Review of Austrian Economics, Volume 3 by Murray N. Rothbard
Author:Murray N. Rothbard
Language: eng
Format: mobi
ISBN: 9781610165396
Publisher: Ludwig von Mises Institute
Published: 1989-05-09T05:00:00+00:00
Analysis of Complex Phenomena
The second use of the ERE attributed to Mises by C-F is that the “ERE is an analytical building block or stepping stone towards analyzing complex phenomena in a world of change.” I think that this is a correct though vague characterization of Mises’ view. However, C-F’s criticism of it fails to account both for Mises’ own statements on the matter and for Mises’ purpose. C-F claim that such a use of the ERE is open to question because “there are no prices in the evenly rotating economy.” (p. 867). Mises says that the ERE “is a fictitious system in which the market prices of all goods and services coincide with final prices” (p. 247).

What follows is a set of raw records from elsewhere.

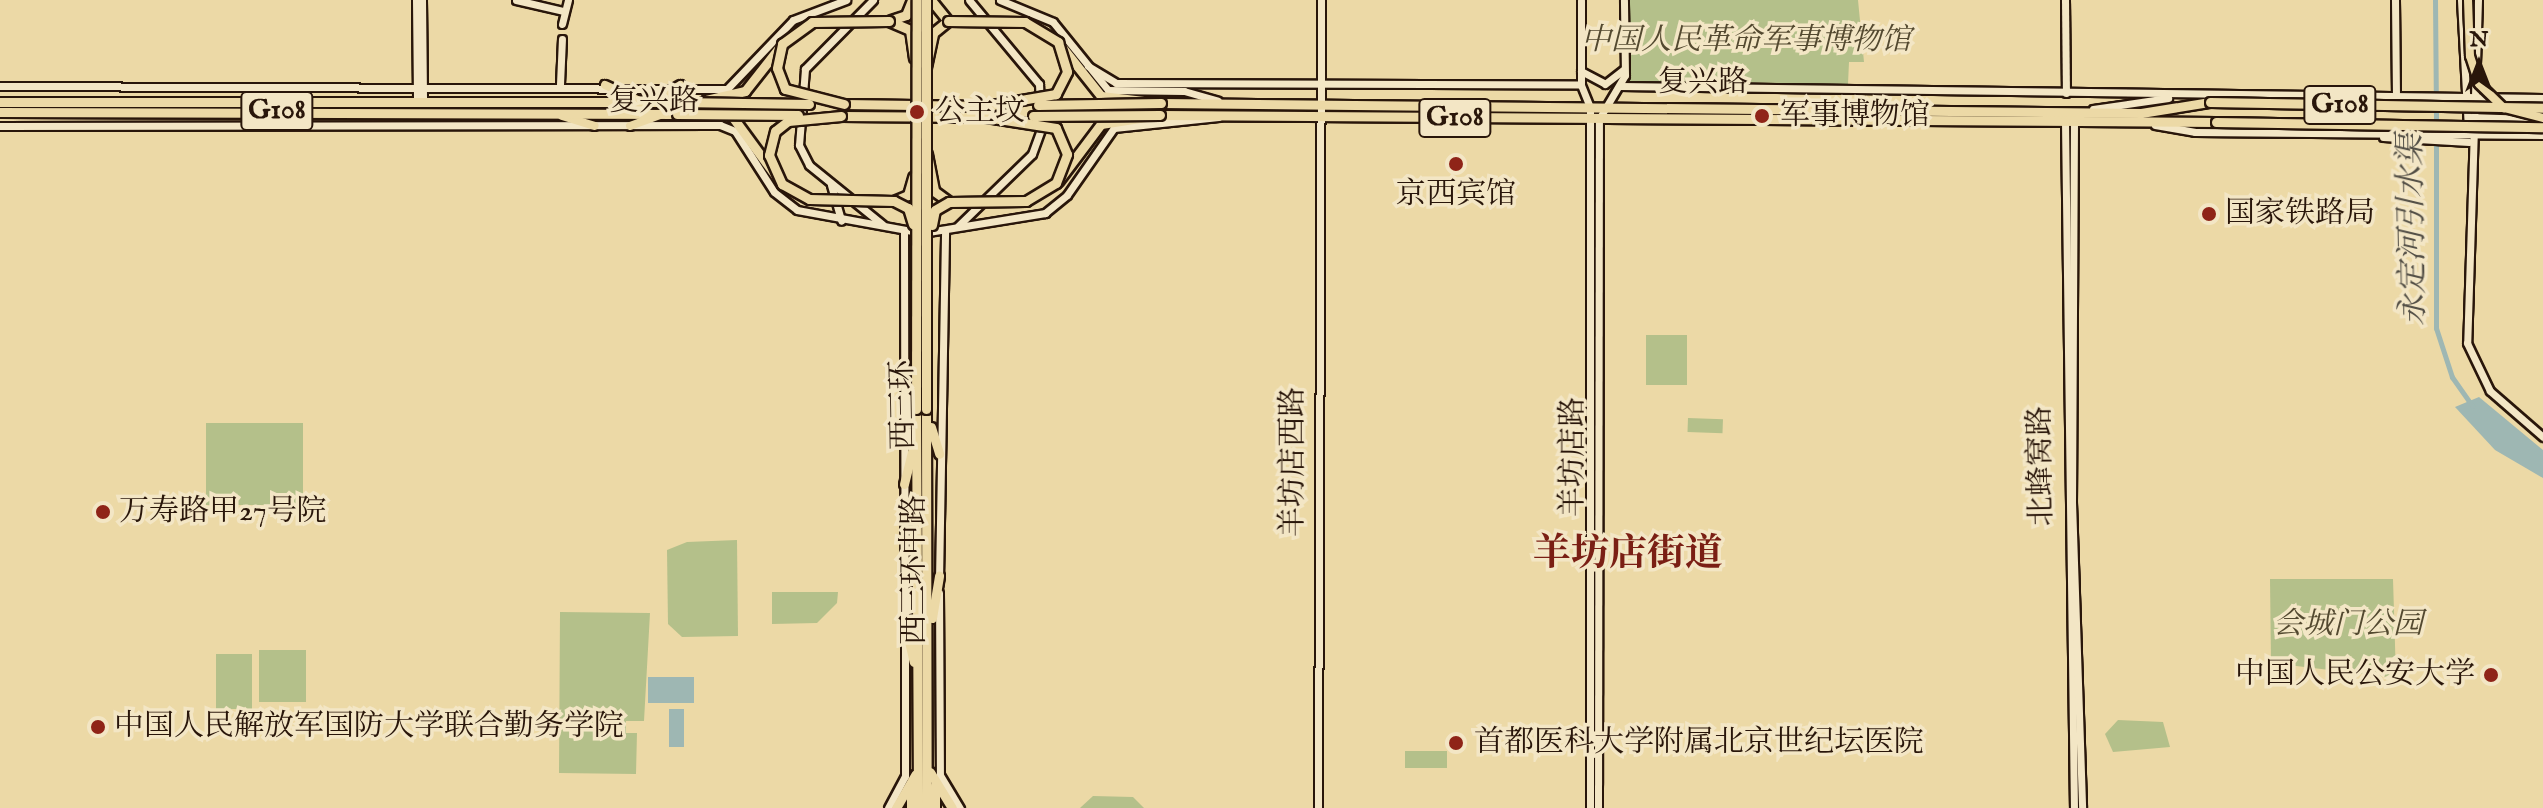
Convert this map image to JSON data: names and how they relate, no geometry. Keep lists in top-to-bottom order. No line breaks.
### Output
{"streets":{"highway":["复兴路","G108","西三环"],"street":["羊坊店路","羊坊店西路","北蜂窝路","西三环中路"]},"crossings":[["复兴路","G108"],["复兴路","羊坊店路"],["复兴路","羊坊店西路"],["复兴路","北蜂窝路"],["复兴路","西三环中路"]],"districts":["羊坊店街道"],"water":["永定河引水渠"],"parks":["中国人民革命军事博物馆","会城门公园"],"places":["公主坟","军事博物馆","京西宾馆","国家铁路局","万寿路甲27号院","中国人民公安大学","中国人民解放军国防大学联合勤务学院","首都医科大学附属北京世纪坛医院"],"north":"top"}
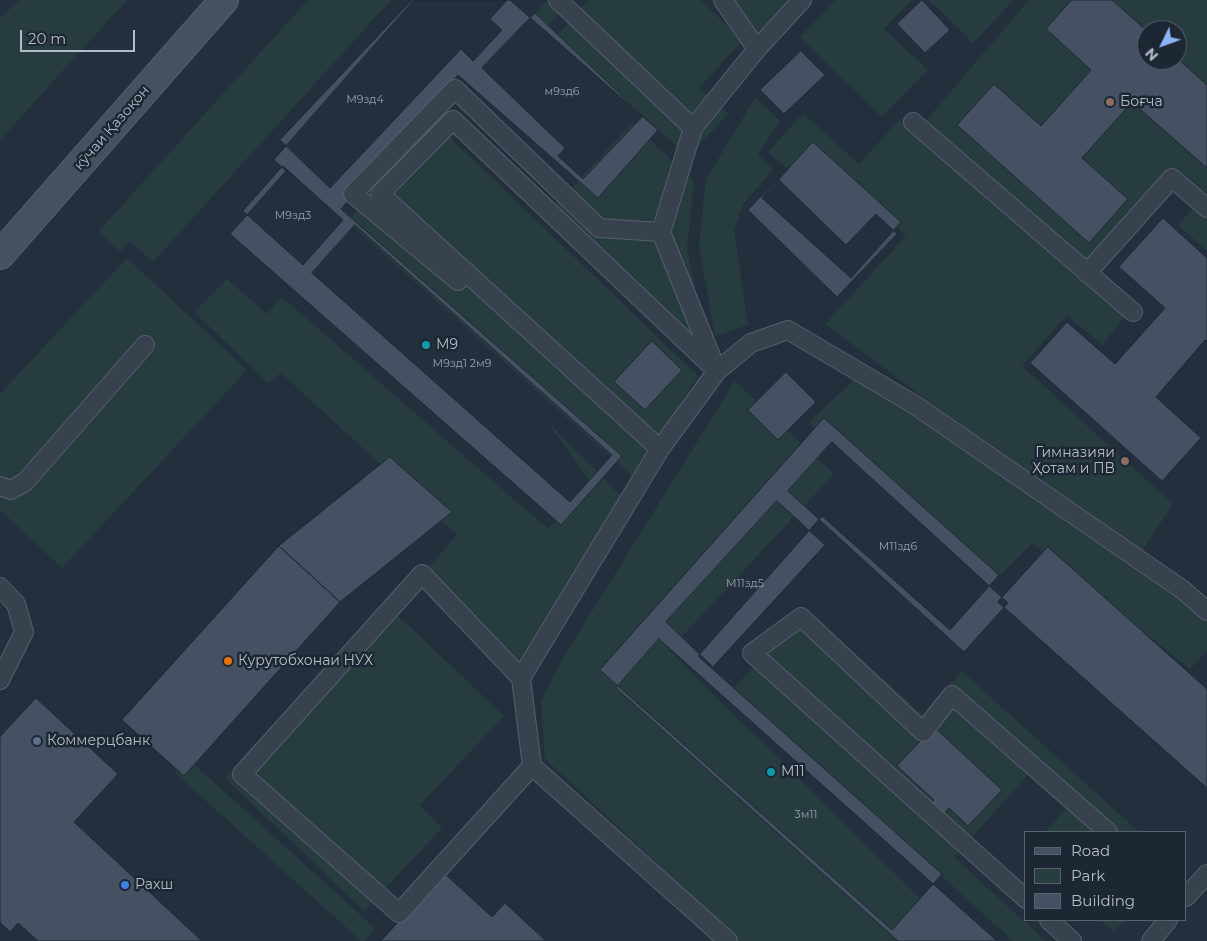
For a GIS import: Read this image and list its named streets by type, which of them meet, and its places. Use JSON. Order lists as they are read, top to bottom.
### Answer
{
  "streets": {
    "street": ["кӯчаи Қазоқон"]
  },
  "places": [
    "Боғча",
    "М9",
    "Гимназияи Ҳотам и ПВ",
    "Курутобхонаи НУХ",
    "Коммерцбанк",
    "М11",
    "Рахш"
  ],
  "house_numbers": [
    "м9зд6",
    "М9зд4",
    "М9зд3",
    "М9зд1 2м9",
    "М11зд6",
    "М11зд5",
    "3м11"
  ],
  "legend": ["Road", "Park", "Building"],
  "scale_bar": "20 m",
  "north": "bottom left"
}
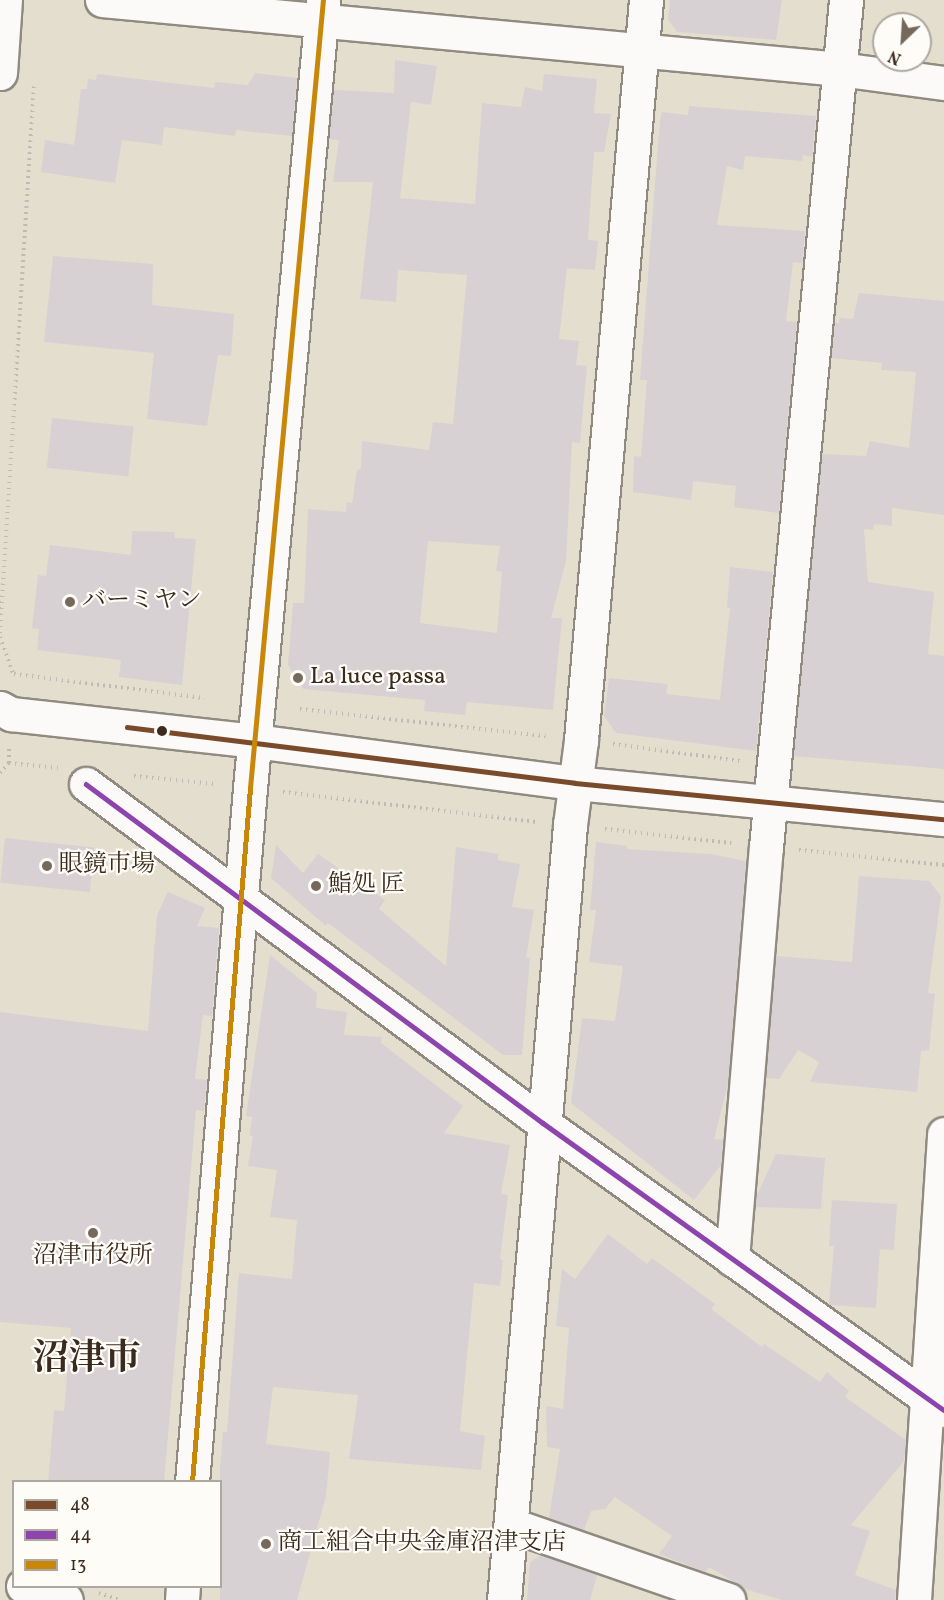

To C-F, it is a contradiction to maintain that we can learn something about how prices are formed by employing an image which, by definition, assumes that the prices are already formed. Their discussion in this respect ends with the rhetorical question: “How can an imaginary construct illuminate an institution [the system of markets and prices] that performs absolutely no function within that construct?” (p. 868).
C-F’s misinterpretation on this issue is due to their failure to grasp the fact that the ERE was employed by Mises solely to elucidate the entrepreneurship that causes factors of production to exist in a causal relation with wants. Mises’ use of the ERE to elucidate entrepreneurship can be most forcefully shown by an analogy to a one-person choice. In describing and understanding the nature of an individual’s choice, we would have to have in mind the ends that are sought. It would be senseless to attempt to describe or understand the deliberation process that precedes a choice, the learning that occurs, the experimentation that an individual carries out, and so on, unless we had in mind a set of ends the individual was trying to achieve. Another way to put this is to say that to elucidate deliberation processes and so on, we must have in mind an end point, namely, a point at which a choice is made.6 With this idea in mind, we proceed to work our way back, so to speak, to the activities that an individual can perform to cause this end point to be reached. It is difficult to conceive of any other way to proceed. If one merely described physical behavior and labelled it “deliberation,” “learning,” and so on without at the same time telling the end that was sought, his descriptions would be impossible to assess.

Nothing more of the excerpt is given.